Won't ever have one.  Bad enough I need it in the car and it doesn't work 1/2 the time.


----------



## IrishLass (Dec 3, 2018)

Ditto what the others have said. I eye these types of devices/services with great suspicion and refuse to have one in my house. And like Msunnerstood, I don't even activate the assistant on my smart phone.


IrishLass


----------



## amd (Dec 3, 2018)

I don't have the assistant activated on my phone, but I'm positive it's spying on me. It seems very coincidental that random topics hubby and I discuss suddenly pop up as adverts. Example from this weekend, discussing Christmas gifts for the kids. I mentioned that the daughter wants a robe, and mused if I would be able to find a panda robe. First ad that popped up on my phone later that day... panda robes.


----------



## IrishLass (Dec 3, 2018)

Creepy!


----------



## madison (Dec 3, 2018)

Without activation, almost anything I say in my home I get it popping up in my phone, my computer desk and my hubby's laptop, and in the email.  One time I was visiting one of my friends in another state, we were talking about her friend who has a personal trainer, I checked my phone to find out the personal trainer ads are popping up, it happened during the talk in one hour visit.


----------



## SaltedFig (Dec 3, 2018)

The generational difference in how privacy is viewed is quite remarkable. Embedded facial recognition in social media, gaming consoles with visual and voice, IoT everything and camera's everywhere ... all "normal".

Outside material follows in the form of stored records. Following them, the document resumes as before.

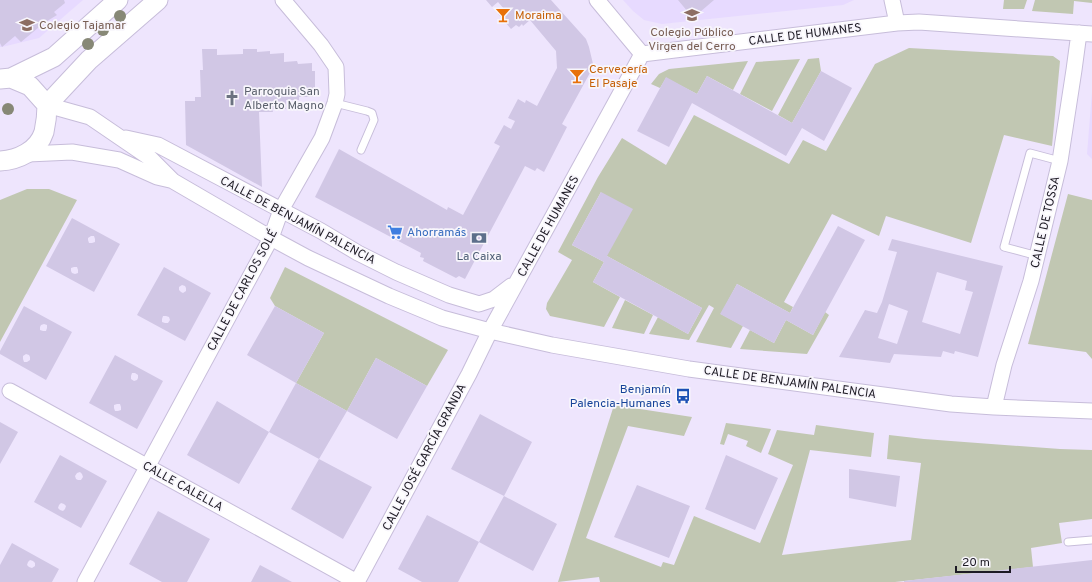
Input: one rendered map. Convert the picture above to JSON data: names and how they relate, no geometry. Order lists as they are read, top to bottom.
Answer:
{
  "streets": {
    "street": [
      "CALLE DE HUMANES",
      "CALLE DE BENJAMÍN PALENCIA",
      "CALLE DE TOSSA",
      "CALLE DE CARLOS SOLÉ",
      "CALLE JOSÉ GARCÍA GRANDA",
      "CALLE CALELLA"
    ]
  },
  "crossings": [
    ["CALLE DE HUMANES", "CALLE DE BENJAMÍN PALENCIA"],
    ["CALLE DE HUMANES", "CALLE DE TOSSA"],
    ["CALLE DE HUMANES", "CALLE JOSÉ GARCÍA GRANDA"],
    ["CALLE DE BENJAMÍN PALENCIA", "CALLE DE TOSSA"],
    ["CALLE DE BENJAMÍN PALENCIA", "CALLE DE CARLOS SOLÉ"],
    ["CALLE DE BENJAMÍN PALENCIA", "CALLE JOSÉ GARCÍA GRANDA"],
    ["CALLE DE CARLOS SOLÉ", "CALLE CALELLA"],
    ["CALLE JOSÉ GARCÍA GRANDA", "CALLE CALELLA"]
  ],
  "places": {
    "bar": ["Moraima", "Cervecería El Pasaje"],
    "school or university": ["Colegio Público Virgen del Cerro", "Colegio Tajamar"],
    "church": ["Parroquia San Alberto Magno"],
    "supermarket": ["Ahorramás"],
    "bank": ["La Caixa"],
    "bus stop": ["Benjamín Palencia-Humanes"]
  },
  "scale_bar": "20 m"
}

Our (Australian) government recently blocked a tech giant from involvement in sensitive government contracts, including development of our next generation mobile network (news story).

Got an automatic vacuum cleaner? You might like to read this


----------



## amd (Dec 3, 2018)

So... I need to stop telling Rudy the Roomba to stay out of the "meth lab"... oh dear. Just kidding. I don't have a roomba... 
That's interesting to know, my husband has been discussing getting one ever since he was attacked by the third cat (dust bunny, it was a dust bunny).


----------



## Lin19687 (Dec 3, 2018)

hahaha I have the Neato (like the roomba)...  "Martin" cleans the Lab all the time  hahahah


----------



## jcandleattic (Dec 3, 2018)

amd said:


> I don't have the assistant activated on my phone, but I'm positive it's spying on me


THEY SO ARE!! I agree, to many random conversations (that I have never really had before) all of a sudden pop up in the ads. Creepy and eerie!!


----------



## Lye-h20-oil (Dec 3, 2018)

amd said:


> I don't have the assistant activated on my phone, but I'm positive it's spying on me. It seems very coincidental that random topics hubby and I discuss suddenly pop up as adverts. Example from this weekend, discussing Christmas gifts for the kids. I mentioned that the daughter wants a robe, and mused if I would be able to find a panda robe. First ad that popped up on my phone later that day... panda robes.


I beleive this. I feel myself pulling away from the materialism more and more and I wouldnt be surprised if
Other people are noticing the ridiculous spending that goes on in households. This is true in your face and in your private business stuff. I stopped posting on FB over a year ago because I noticed they were watching my google searches and sending me ads on the topic, plus it's just weird to communicate exclusively with people you know online. All of the information we post anywhere can and will be used for us or against us.


----------



## Lin19687 (Dec 4, 2018)

And this is another reason I do almost nothing on my phone... ie: Banking ! or anything else I have to use a password and has my personal info on.
You can NOT opt out of these apps seeing everything, if you do then they don't work.
Which is a poopy way around it I think.

I like the puter better, I can control a bit more on it.


----------



## LBussy (Dec 4, 2018)

I'm on a quest to go "Google Free".  I mean Google is awesome, and I don't do anything that I'm actually concerned about, but I am a private person by nature.  Once you start actually PAYING for all of the things you get basically for free from Google, you realize how much money your information is worth.

One easy thing you can all do to give Google less about you is to use Startpage.com as your search engine.  They forward the search to Google and return it back to you, but Google does not know it's you.  If you are a REAL geek, go to Startpage.com and click on the "How we protect you" link at the bottom and read from there.


----------



## IrishLass (Dec 4, 2018)

Lin19687 said:


> I like the puter better, I can control a bit more on it.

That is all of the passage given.